2017 American documentary film

Dumb: The Story of Big Brother Magazine is an American documentary film that premiered on Hulu on June 3, 2017. Directed by Patrick O'Dell, it explores the rise and fall of the skateboarding magazine Big Brother.

== Synopsis ==
"A look at the rise and fall of the subversive skateboarding magazine Big Brother, which rose to prominence in the mid-1990s and had a profound effect on the skating subculture with its unfiltered approach."

== Premise and persons featured ==
The documentary chronicles the origin, creation, controversies, decline, cancellation and eventual legacy and friendships developed in the publication of the skateboard magazine Big Brother by tracking its evolution from a printed publication into home video releases and its eventual evolution into more successful fringe skateboard culture endeavors like CKY, Jackass, Ridiculousness and other TV and movie endeavors that continue being made.
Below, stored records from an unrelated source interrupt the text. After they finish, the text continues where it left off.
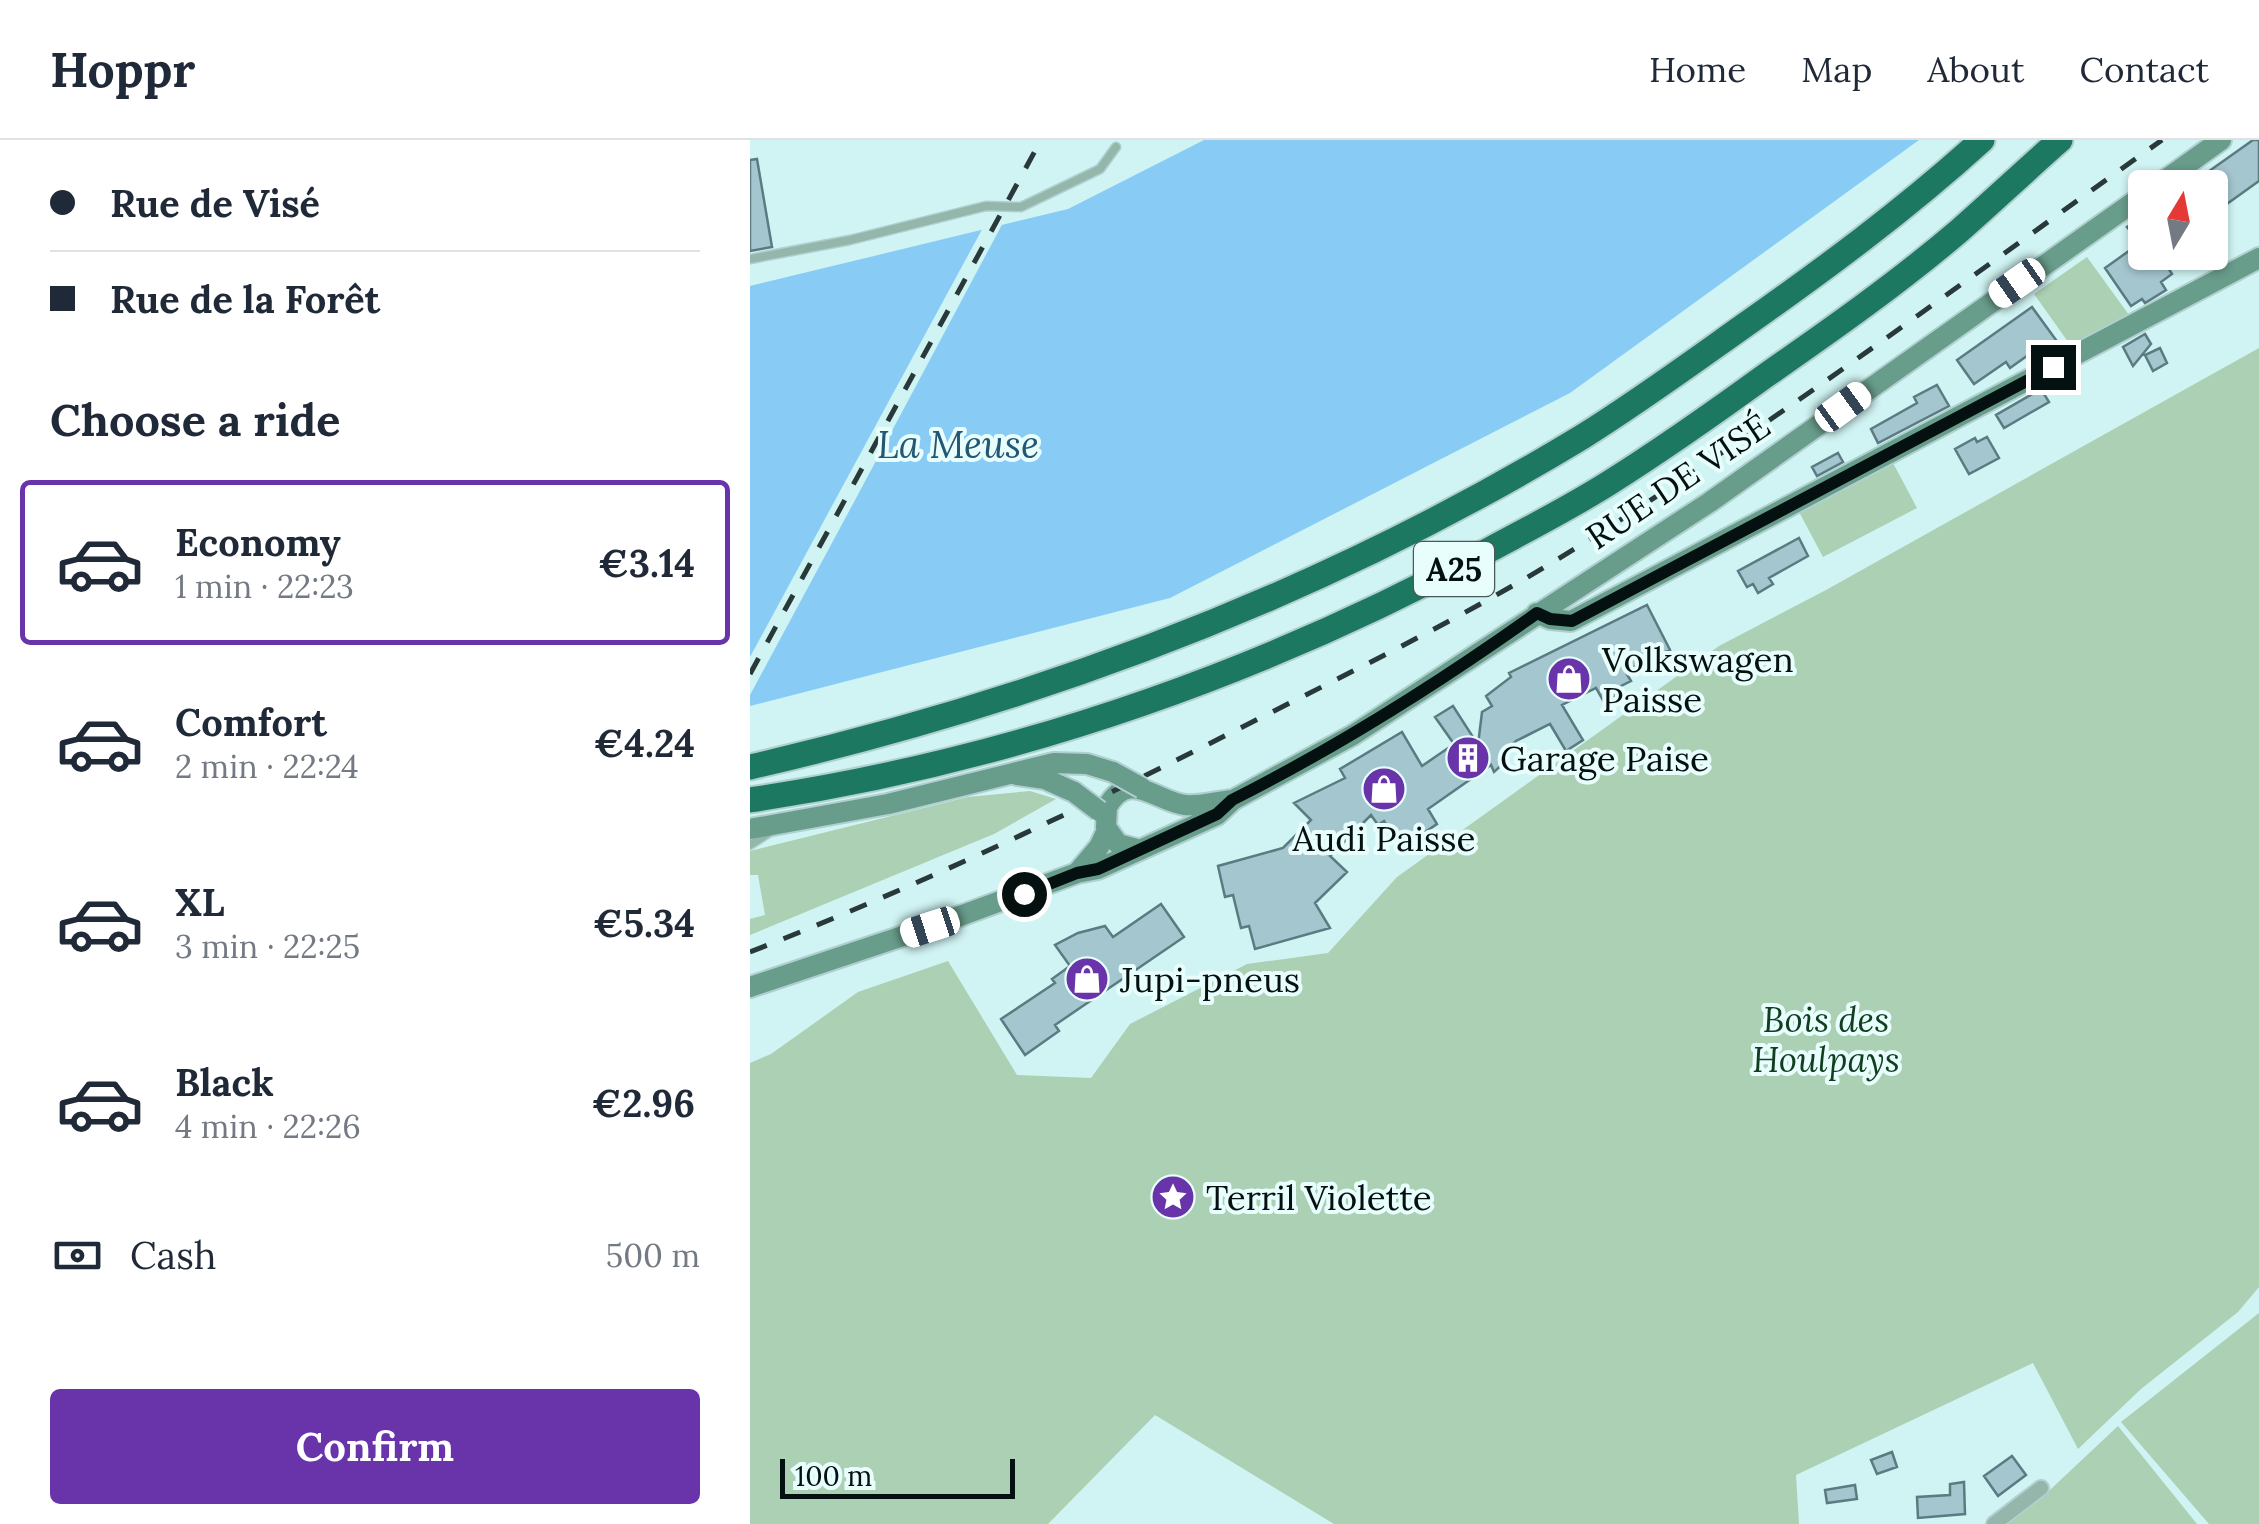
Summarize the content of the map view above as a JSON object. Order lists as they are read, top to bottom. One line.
{"streets":{"highway":["A25"],"main road":["RUE DE VISÉ"]},"water":["La Meuse"],"parks":["Bois des Houlpays"],"places":{"shop":["Volkswagen Paisse","Audi Paisse","Jupi-pneus"],"building":["Garage Paise"],"place":["Terril Violette"]},"scale_bar":"100 m","north":"top","page":{"header":"Hoppr","nav":["Home","Map","About","Contact"],"banner":["Rue de Visé","Rue de la Forêt"],"heading":"Choose a ride","list":[{"name":"Economy","note":"1 min · 22:23","value":"€3.14"},{"name":"Comfort","note":"2 min · 22:24","value":"€4.24"},{"name":"XL","note":"3 min · 22:25","value":"€5.34"},{"name":"Black","note":"4 min · 22:26","value":"€2.96"}],"pay":["Cash","500 m"],"buttons":"Confirm","scale":"100 m"}}
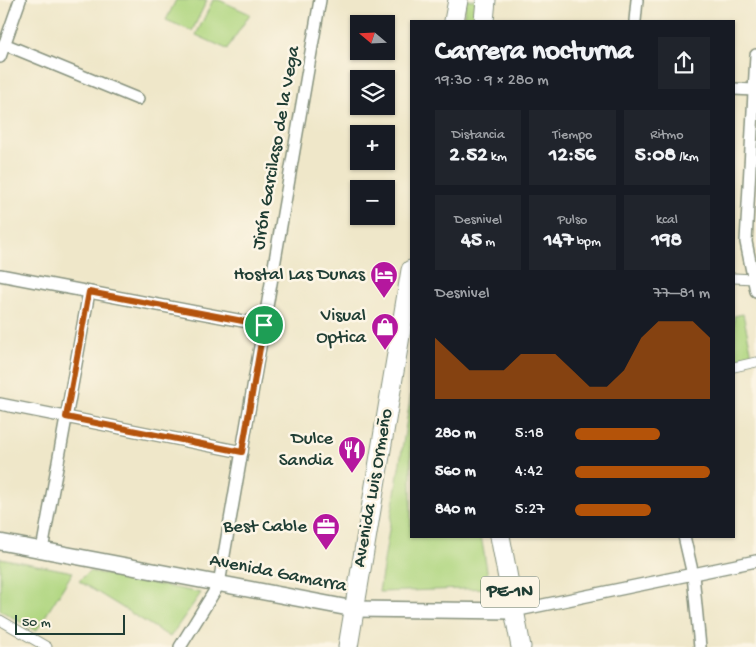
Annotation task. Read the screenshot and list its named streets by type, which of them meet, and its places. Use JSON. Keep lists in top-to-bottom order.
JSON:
{
  "streets": {
    "highway": ["Avenida Luis Ormeño", "PE-1N"],
    "street": ["Jirón Garcilaso de la Vega", "Avenida Gamarra"]
  },
  "crossings": [
    ["Jirón Garcilaso de la Vega", "Avenida Gamarra"],
    ["Avenida Luis Ormeño", "Avenida Gamarra"],
    ["Avenida Gamarra", "PE-1N"]
  ],
  "places": {
    "hotel": ["Hostal Las Dunas"],
    "shop": ["Visual Optica"],
    "restaurant": ["Dulce Sandia"],
    "office": ["Best Cable"]
  },
  "scale_bar": "50 m",
  "north": "left",
  "page": {
    "map_buttons": ["+", "−"],
    "heading": ["Carrera nocturna", "19:30 · 9 × 280 m"],
    "stats": [
      ["Distancia", "2.52 km"],
      ["Tiempo", "12:56"],
      ["Ritmo", "5:08 /km"],
      ["Desnivel", "45 m"],
      ["Pulso", "147 bpm"],
      ["kcal", "198"]
    ],
    "chart": ["Desnivel", "77–81 m"],
    "list": [
      {
        "name": "280 m",
        "note": "5:18"
      },
      {
        "name": "560 m",
        "note": "4:42"
      },
      {
        "name": "840 m",
        "note": "5:27"
      }
    ],
    "scale": "50 m"
  }
}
It features interviews from creators and editors Spike Jonze and Jeff Tremaine; prominent skateboarders Tony Hawk, Rob Dyrdek and Natas Kaupas; former subscribers and media personalities attracted to the magazine Jason Lee, Jonah Hill and Gavin McInnes; and related skate culture personalities Bam Margera, Steve-O and Johnny Knoxville.

== Reception ==
Dumb: The Story of Big Brother Magazine has received positive reviews from critics. On Rotten Tomatoes, it holds a 100% approval rating with an average rating of 6.3 out of 10 based on five reviews.